Mathéo = Etudiant sur le point de rentrer en fac, artiste contemplatif, dépressif, célibataire accro à la caféine et qui chante sous la douche. Il rêve de partir loin loin de la société et de toutes les emmerdes qui vont avec. Abandonné sur le rebord de sa fenêtre alors qu'il regardait le couché du soleil.

C'est fou, je m'aperçois que je pourrai continuer comme ça encore longtemps.

Est-ce que je suis une meurtrière ?

# Posté le vendredi 29 août 2008 17:56

#04

#04
Je me souviens encore (de ma première femme ! ) des soirs où mes parents me traînaient avec eux. C'est toujours pareil ces soirées là (avant même qu'elles aient commencées, on est déjà dans l'ambiance et...) des gens qu'on ne connait pas, la fatigue qui remonte faute de conversation, de personnes de votre âge. Je me souviens qu'à l'époque Maman disait : Oh Bernard tu as vu l'heure ? Minuit, il se fait tard.

C'est étrange comme les choses changent, comme le passé contraste avec le présent, comme notre présent contrastera certainement avec notre futur. Maintenant je n'entends plus il est tard mais il est tôt. Les nuits se terminent le matin, entre cinq et six heures, la gueule et le moral achevés par la dernière bouteille de rosé. Bizarrement je ne regrette pas l'avant, les sages heures d'étude tard à la maison, l'innocence. L'époque candide où tout le monde sent bon de la bouche et personne ne souffre et la liberté existe encore et gnagnagna.

Je m'en vante pas, c'est minable on le sait tous de se mettre minable, pour vraiment s'amuser y'a d'autres moyens, boire c'est la solution facile et puis faut avouer que c'est tellement grisant. Se sentir affranchie des regards, pouvoir parler sans surveiller ses mots, ne plus marcher droit, éclater d'un rire gras, sentir la vinasse... On se sent bien quand on est complètement plein.

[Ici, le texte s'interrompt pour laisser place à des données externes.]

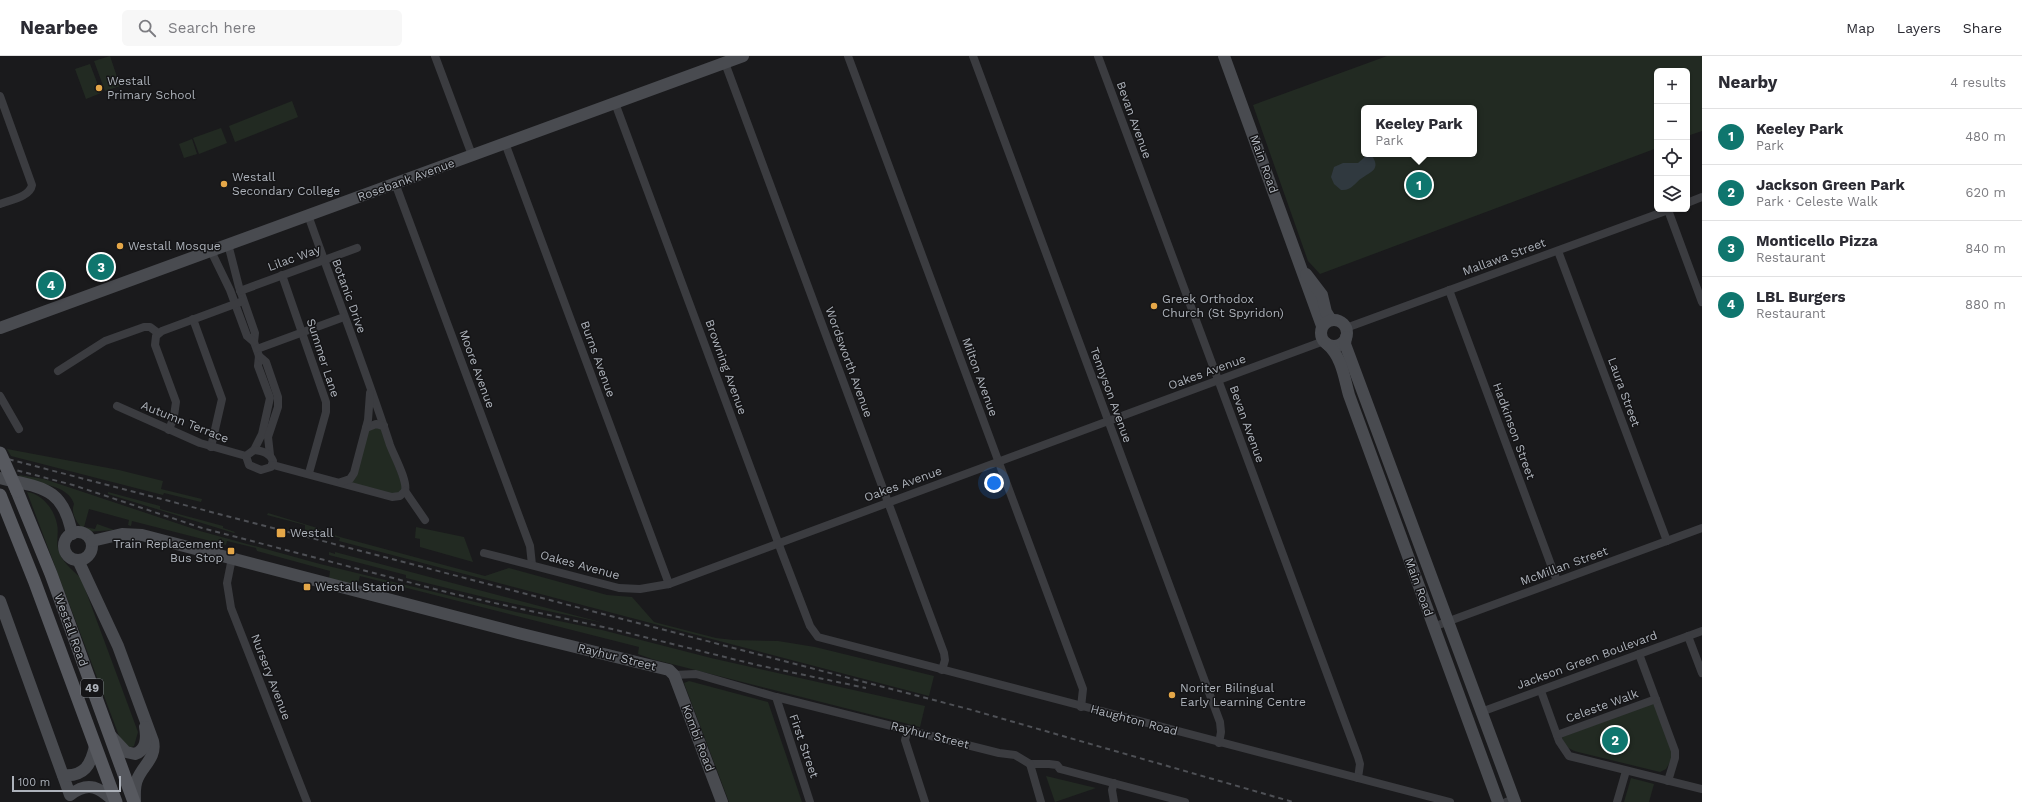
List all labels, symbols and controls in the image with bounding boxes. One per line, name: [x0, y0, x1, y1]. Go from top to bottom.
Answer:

Mais quand ça commence à devenir fréquent là il faut s'inquiéter. Avant c'était occasionnel, puis c'est devenu une fois par semaine. Les uns poussent les autres et comme le rire vient facilement à plusieurs, on hésite pas à finir beurrer en milieu d'après-midi. Pendant les cours la semaine aussi. Et pendant les vacances ne perdons pas cette douce habitude, profitons-en que dis-je ! Murgeons nous tous les jours !

Avant je m'amusais avec le petites voitures de mon frère, ses tortues ninjas et je m'inventais des histoires toute seule dans le salon. Maintenant les tortues ninjas sont toutes alcooliques et elles me sollicitent sans arrêt pour boire un coup. Nos journées c'est devenu ça, un pack de bière, du soleil ou non mais un endroit pour picoler.

Ce soir je la regrette cette époque d'innocence, j'avais pas besoin de bouteille en verre pour rire.

# Posté le samedi 30 août 2008 18:30

Modifié le samedi 30 août 2008 19:52

#05

Sagittaire ascendant Gémeaux :

Nature très joueuse... sur tous les plans... Peur de s'ennuyer. Pas toujours très réaliste ni très « accro­cheur ». Un côté inachevé, adolescent qui échappe à toute emprise. Se dérobe avec gentillesse. Peur d'être dupe, d'être victime... et ne peut pas s'empêcher de faire confiance.

Résumons : Je suis une perverse dépressive, trop accrochée à mes rêves, je ne suis pas finie, hypocrite, trouillarde et candide.

Ah et j'oubliais les dernières lignes : ...autrement dit, on a affaire ici à un « Castor » plus qu'à un « Pollux ».

Je suis un castor. Après tout pourquoi pas, il est vrai que j'aime machouiller des feuilles et dresser des barages à mes projets alors je le prends bien.

Et puis la queue c'est sûrement le pénis que j'ai toujours rêvé d'avoir pour faire pipi debout.